(EXERCISE DATA Opens)
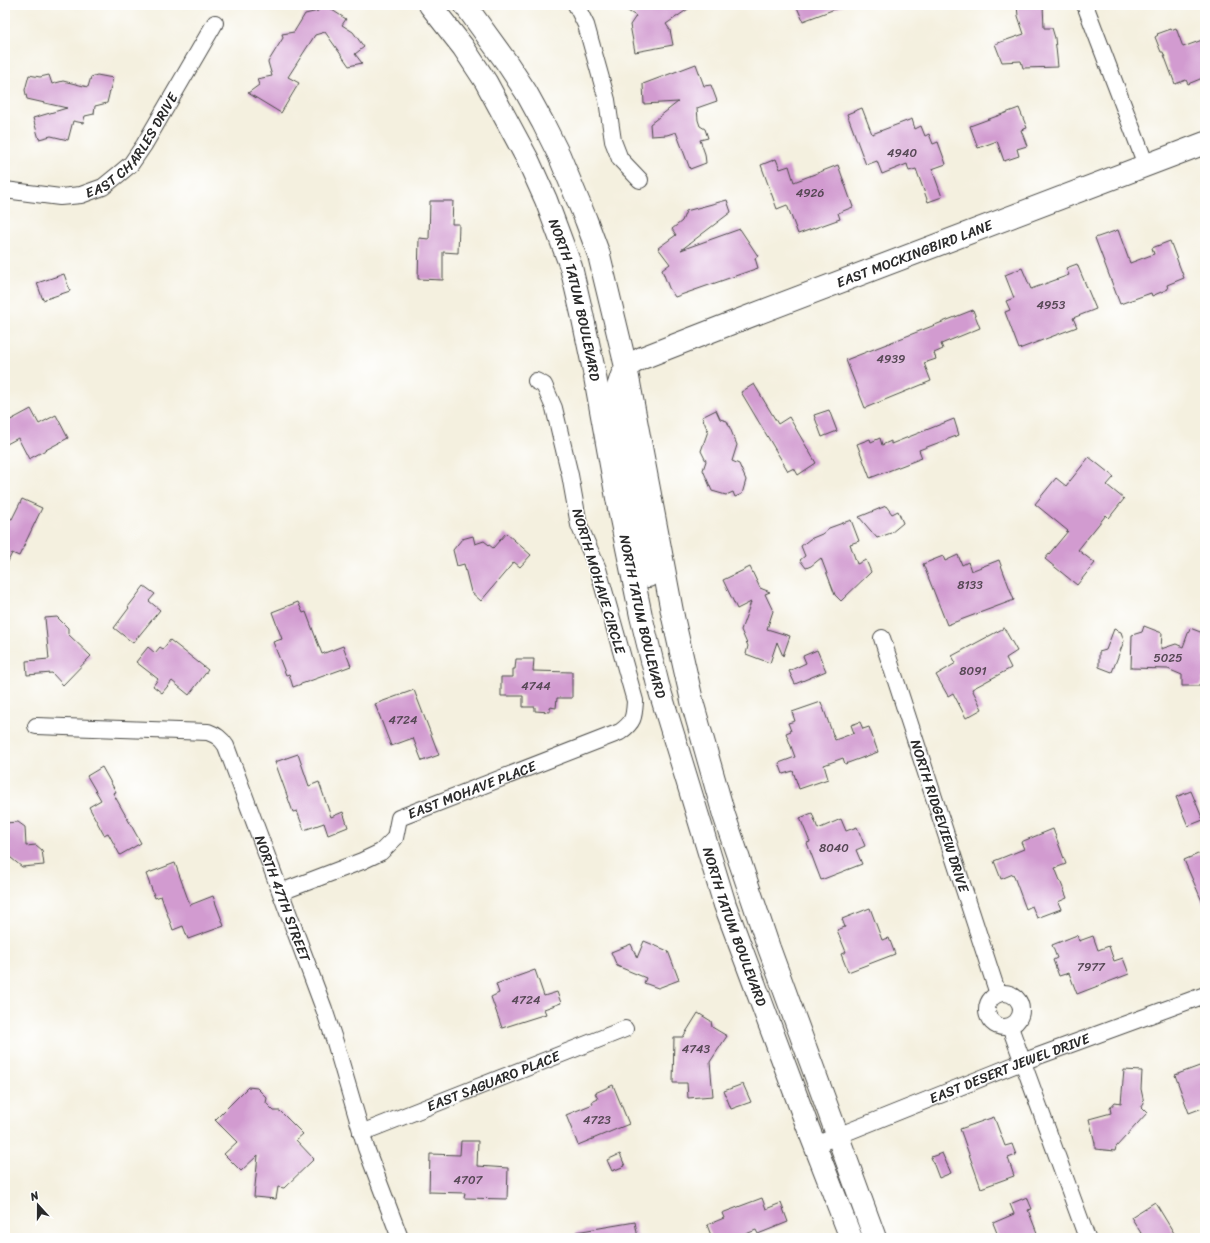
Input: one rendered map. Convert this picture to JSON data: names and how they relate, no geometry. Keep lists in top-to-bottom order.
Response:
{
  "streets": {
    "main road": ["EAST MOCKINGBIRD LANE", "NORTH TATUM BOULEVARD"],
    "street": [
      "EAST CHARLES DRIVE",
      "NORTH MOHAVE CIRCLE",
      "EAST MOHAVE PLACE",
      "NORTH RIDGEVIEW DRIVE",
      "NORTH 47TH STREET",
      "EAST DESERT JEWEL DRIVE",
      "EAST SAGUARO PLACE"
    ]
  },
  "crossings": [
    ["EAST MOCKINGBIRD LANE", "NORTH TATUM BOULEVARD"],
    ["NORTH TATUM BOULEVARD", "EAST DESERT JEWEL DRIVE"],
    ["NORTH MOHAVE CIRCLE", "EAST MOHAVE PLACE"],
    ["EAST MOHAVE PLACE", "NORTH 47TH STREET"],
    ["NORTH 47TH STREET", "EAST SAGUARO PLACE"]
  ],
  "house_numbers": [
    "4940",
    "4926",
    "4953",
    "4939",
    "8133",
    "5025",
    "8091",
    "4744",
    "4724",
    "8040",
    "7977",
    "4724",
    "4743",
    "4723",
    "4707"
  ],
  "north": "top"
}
(EXERCISE DATA Closes)
TASK TO COMPLETE
Filter the records above, keeping each line that contains the word "EAST".

ANSWER AREA
    "main road": ["EAST MOCKINGBIRD LANE", "NORTH TATUM BOULEVARD"],
      "EAST CHARLES DRIVE",
      "EAST MOHAVE PLACE",
      "EAST DESERT JEWEL DRIVE",
      "EAST SAGUARO PLACE"
    ["EAST MOCKINGBIRD LANE", "NORTH TATUM BOULEVARD"],
    ["NORTH TATUM BOULEVARD", "EAST DESERT JEWEL DRIVE"],
    ["NORTH MOHAVE CIRCLE", "EAST MOHAVE PLACE"],
    ["EAST MOHAVE PLACE", "NORTH 47TH STREET"],
    ["NORTH 47TH STREET", "EAST SAGUARO PLACE"]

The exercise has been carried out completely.